These simulations are quite accurate reproductions of the dense cloud interstellar environment. We use big pumps to reproduce the vacuum (10^-8 torr = 10^-12 atmospheres), and we have a special fridge that uses helium in place of freon that allows us to cool our samples to just 10 to 15 degrees above absolute zero. Finally, we use a hydrogen plasma as our source of UV light, so we make it the same way that its made out there. Click here to see what these machines look like. To see an artists representation of how the experiment is performed visit the scientific american web site here.

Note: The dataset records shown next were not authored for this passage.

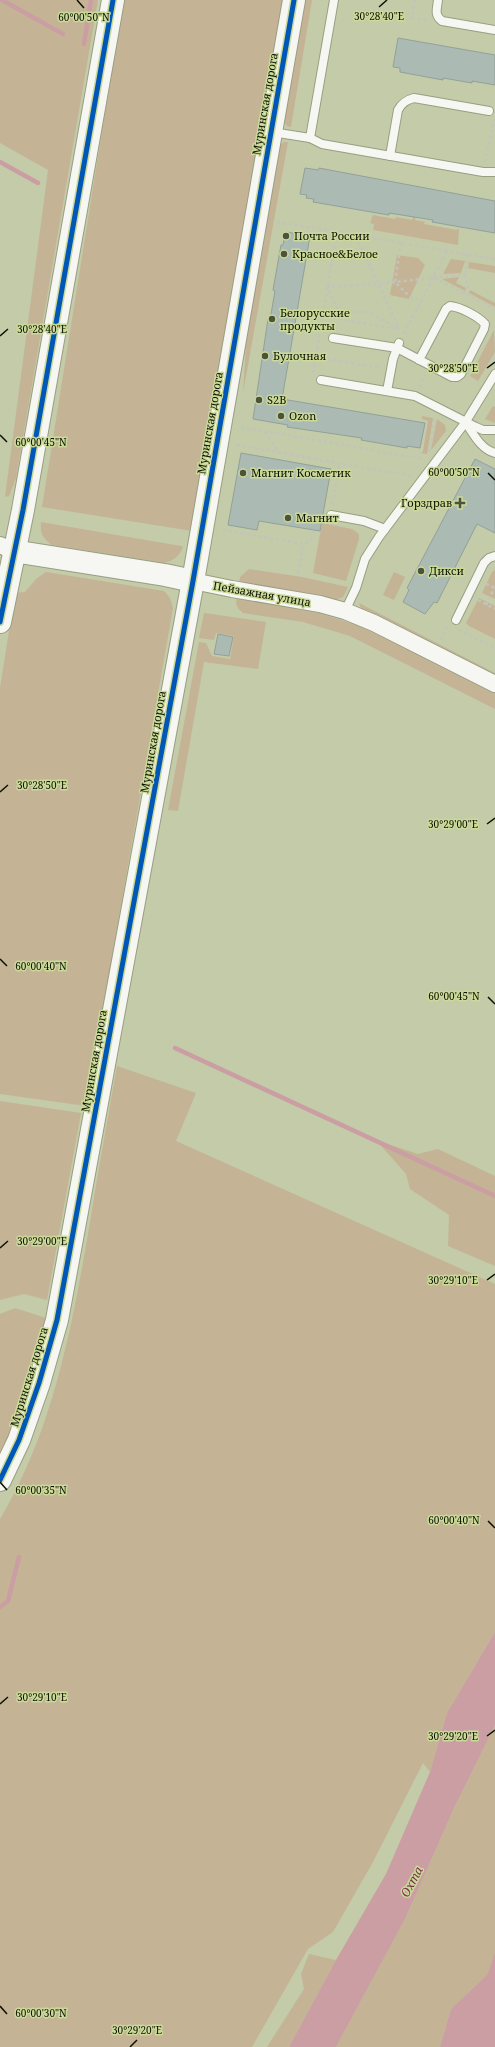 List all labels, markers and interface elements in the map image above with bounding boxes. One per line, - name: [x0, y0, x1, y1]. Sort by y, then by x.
- text: 30°28'40"E: [354, 9, 404, 23]
- text: 60°00'50"N: [58, 10, 110, 24]
- street label: Муринская дорога: [248, 51, 281, 156]
- place label: Почта России: [294, 228, 370, 243]
- marker: Почта России: [281, 231, 291, 241]
- place label: Красное&Белое: [292, 246, 378, 261]
- marker: Красное&Белое: [279, 249, 289, 259]
- place label: Белорусские продукты: [280, 305, 350, 333]
- marker: Белорусские продукты: [267, 314, 277, 324]
- text: 30°28'40"E: [17, 322, 67, 336]
- place label: Булочная: [273, 348, 326, 363]
- marker: Булочная: [260, 351, 270, 361]
- text: 30°28'50"E: [428, 361, 478, 375]
- street label: Муринская дорога: [193, 370, 226, 475]
- place label: S2B: [267, 392, 286, 407]
- marker: S2B: [254, 395, 264, 405]
- place label: Ozon: [289, 408, 316, 423]
- marker: Ozon: [276, 411, 286, 421]
- text: 60°00'45"N: [15, 435, 67, 449]
- place label: Магнит Косметик: [251, 465, 351, 480]
- text: 60°00'50"N: [428, 465, 480, 479]
- marker: Магнит Косметик: [238, 468, 248, 478]
- place label: Горздрав: [401, 495, 452, 510]
- marker: Горздрав: [455, 498, 465, 508]
- place label: Магнит: [296, 510, 339, 525]
- marker: Магнит: [283, 513, 293, 523]
- place label: Дикси: [429, 563, 464, 578]
- marker: Дикси: [416, 566, 426, 576]
- street label: Пейзажная улица: [212, 578, 312, 609]
- street label: Муринская дорога: [136, 689, 169, 794]
- text: 30°28'50"E: [17, 778, 67, 792]
- text: 30°29'00"E: [428, 817, 478, 831]
- text: 60°00'40"N: [15, 959, 67, 973]
- text: 60°00'45"N: [428, 989, 480, 1003]
- street label: Муринская дорога: [77, 1008, 110, 1113]
- text: 30°29'00"E: [17, 1234, 67, 1248]
- text: 30°29'10"E: [428, 1273, 478, 1287]
- street label: Муринская дорога: [6, 1325, 51, 1429]
- text: 60°00'35"N: [15, 1483, 67, 1497]
- text: 60°00'40"N: [428, 1513, 480, 1527]
- text: 30°29'10"E: [17, 1690, 67, 1704]
- text: 30°29'20"E: [428, 1729, 478, 1743]
- water label: Охта: [396, 1863, 427, 1900]
- text: 60°00'30"N: [15, 2006, 67, 2020]
- text: 30°29'20"E: [112, 2023, 162, 2037] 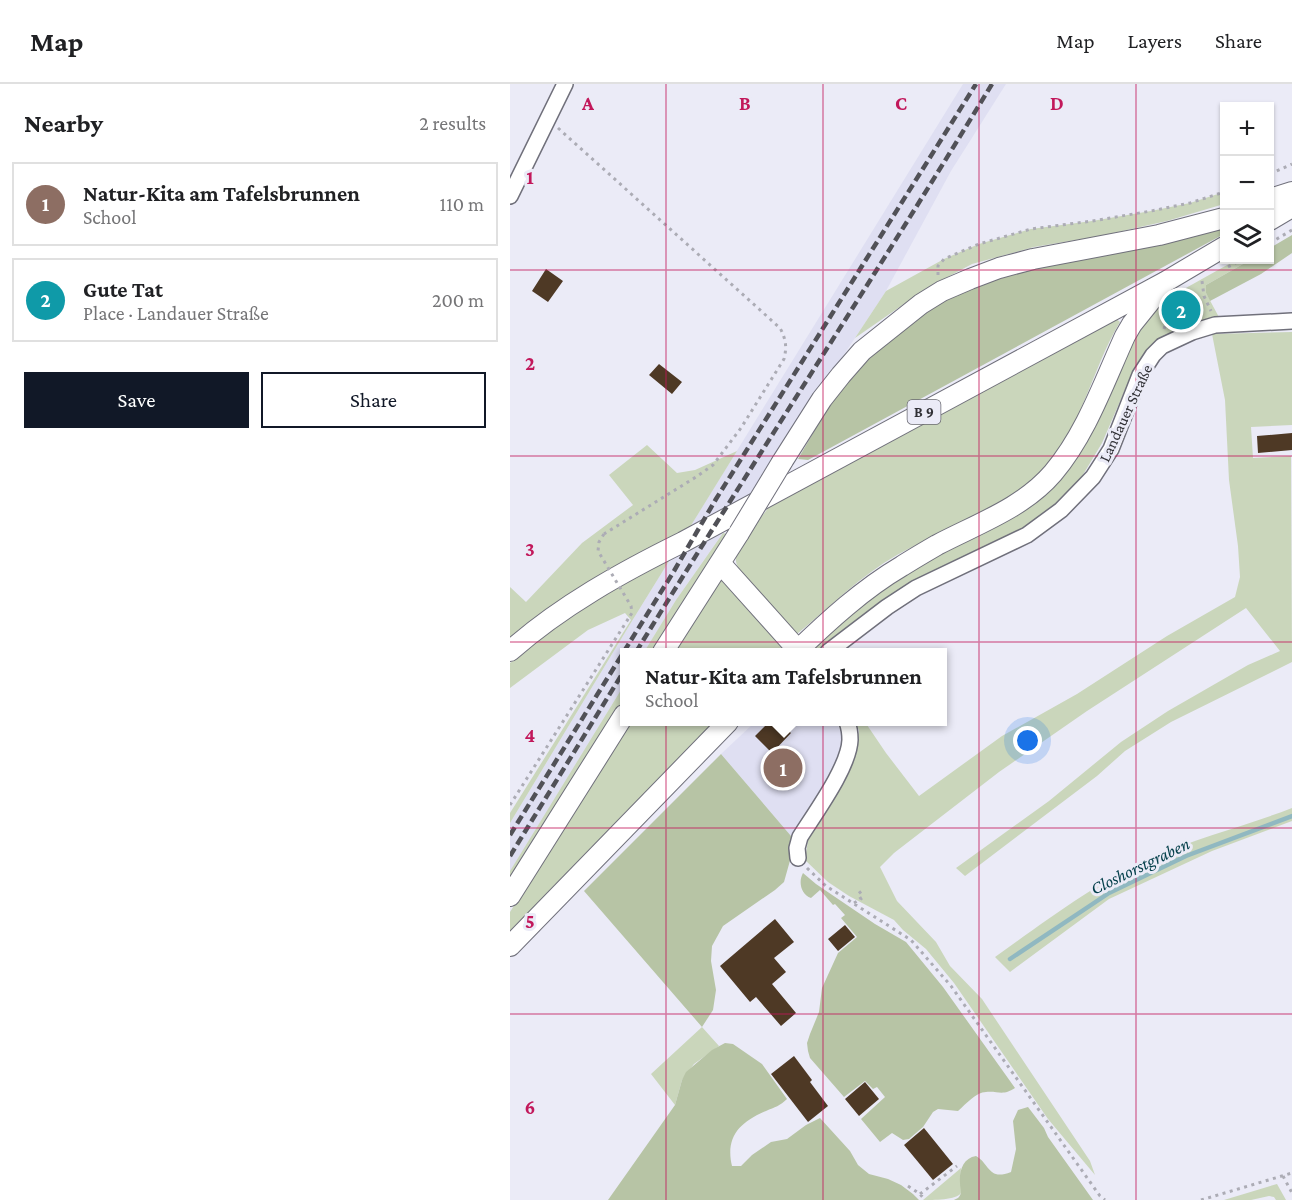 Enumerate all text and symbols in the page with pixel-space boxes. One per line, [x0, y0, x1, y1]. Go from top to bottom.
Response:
text: Map [30, 26, 83, 57]
text: Map [1056, 29, 1095, 53]
text: Layers [1128, 29, 1182, 53]
text: Share [1215, 29, 1262, 53]
text: A [581, 92, 595, 114]
text: B [739, 92, 751, 114]
text: C [895, 92, 907, 114]
text: D [1050, 92, 1064, 114]
map controls [1220, 102, 1274, 264]
button: + [1220, 102, 1274, 156]
text: Nearby [24, 109, 103, 138]
text: 2 results [419, 112, 486, 134]
button: − [1220, 156, 1274, 210]
text: 1 [526, 166, 534, 188]
text: Natur-Kita am Tafelsbrunnen [83, 181, 360, 206]
text: 1 [42, 193, 49, 215]
text: 110 m [440, 193, 484, 215]
text: School [83, 206, 136, 228]
button: layers [1220, 210, 1274, 264]
text: Gute Tat [83, 277, 163, 302]
pin: 2 [1162, 288, 1200, 332]
text: 2 [40, 289, 51, 311]
text: 200 m [432, 289, 484, 311]
text: Place · Landauer Straße [83, 302, 269, 324]
text: 2 [525, 352, 535, 374]
street label: Landauer Straße [1095, 362, 1155, 465]
button: Save [24, 372, 249, 428]
button: Share [261, 372, 486, 428]
road number: B 9 [908, 400, 940, 424]
text: 3 [525, 538, 535, 560]
popup [620, 648, 947, 726]
text: Natur-Kita am Tafelsbrunnen [645, 664, 922, 689]
text: School [645, 689, 698, 711]
text: 4 [525, 724, 536, 746]
your location [1013, 726, 1042, 755]
pin: 1 [764, 746, 802, 790]
water label: Closhorstgraben [1087, 833, 1193, 899]
text: 5 [525, 910, 535, 932]
text: 6 [525, 1096, 535, 1118]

Finally, our ice is made of simple molecules that are well known to be present in the interstellar medium at the same proportions that are seen (by infrared astronomy) on ice grains. So our water rich ices are very reasonable. We cite specific examples in the paper...
"These solid mixtures are representative of the composition of interstellar ice mantles in dense clouds and towards forming stars (protostars). For example, relative to H2O, NH3 has been observed at 10-30% in the ice around the massive protostars NGC 753817 and GCS3,18 and CH3OH has been commonly observed in clouds around forming stars.19 Thus, H2O, CH3OH, and NH3 are reasonable starting materials because they are among the most abundant molecules frozen onto grains in the dense ISM. In addition, it is reasonable to include HCN since it is abundant in cometary coma and the dense ISM,20 where the majority of HCN should be frozen onto grains. Other simple molecules present in interstellar ices at comparable or greater abundances (CO, CO2) rapidly form in-situ in our experiments as a result of UV photolysis.13,21 "
The fact that these water rich ices produce smaller amino acids is OK with us. these are the amino acids that are deuterium enriched in meteorites. More fancy amino acids often are not seen or are not enriched, so we are happy with what we have.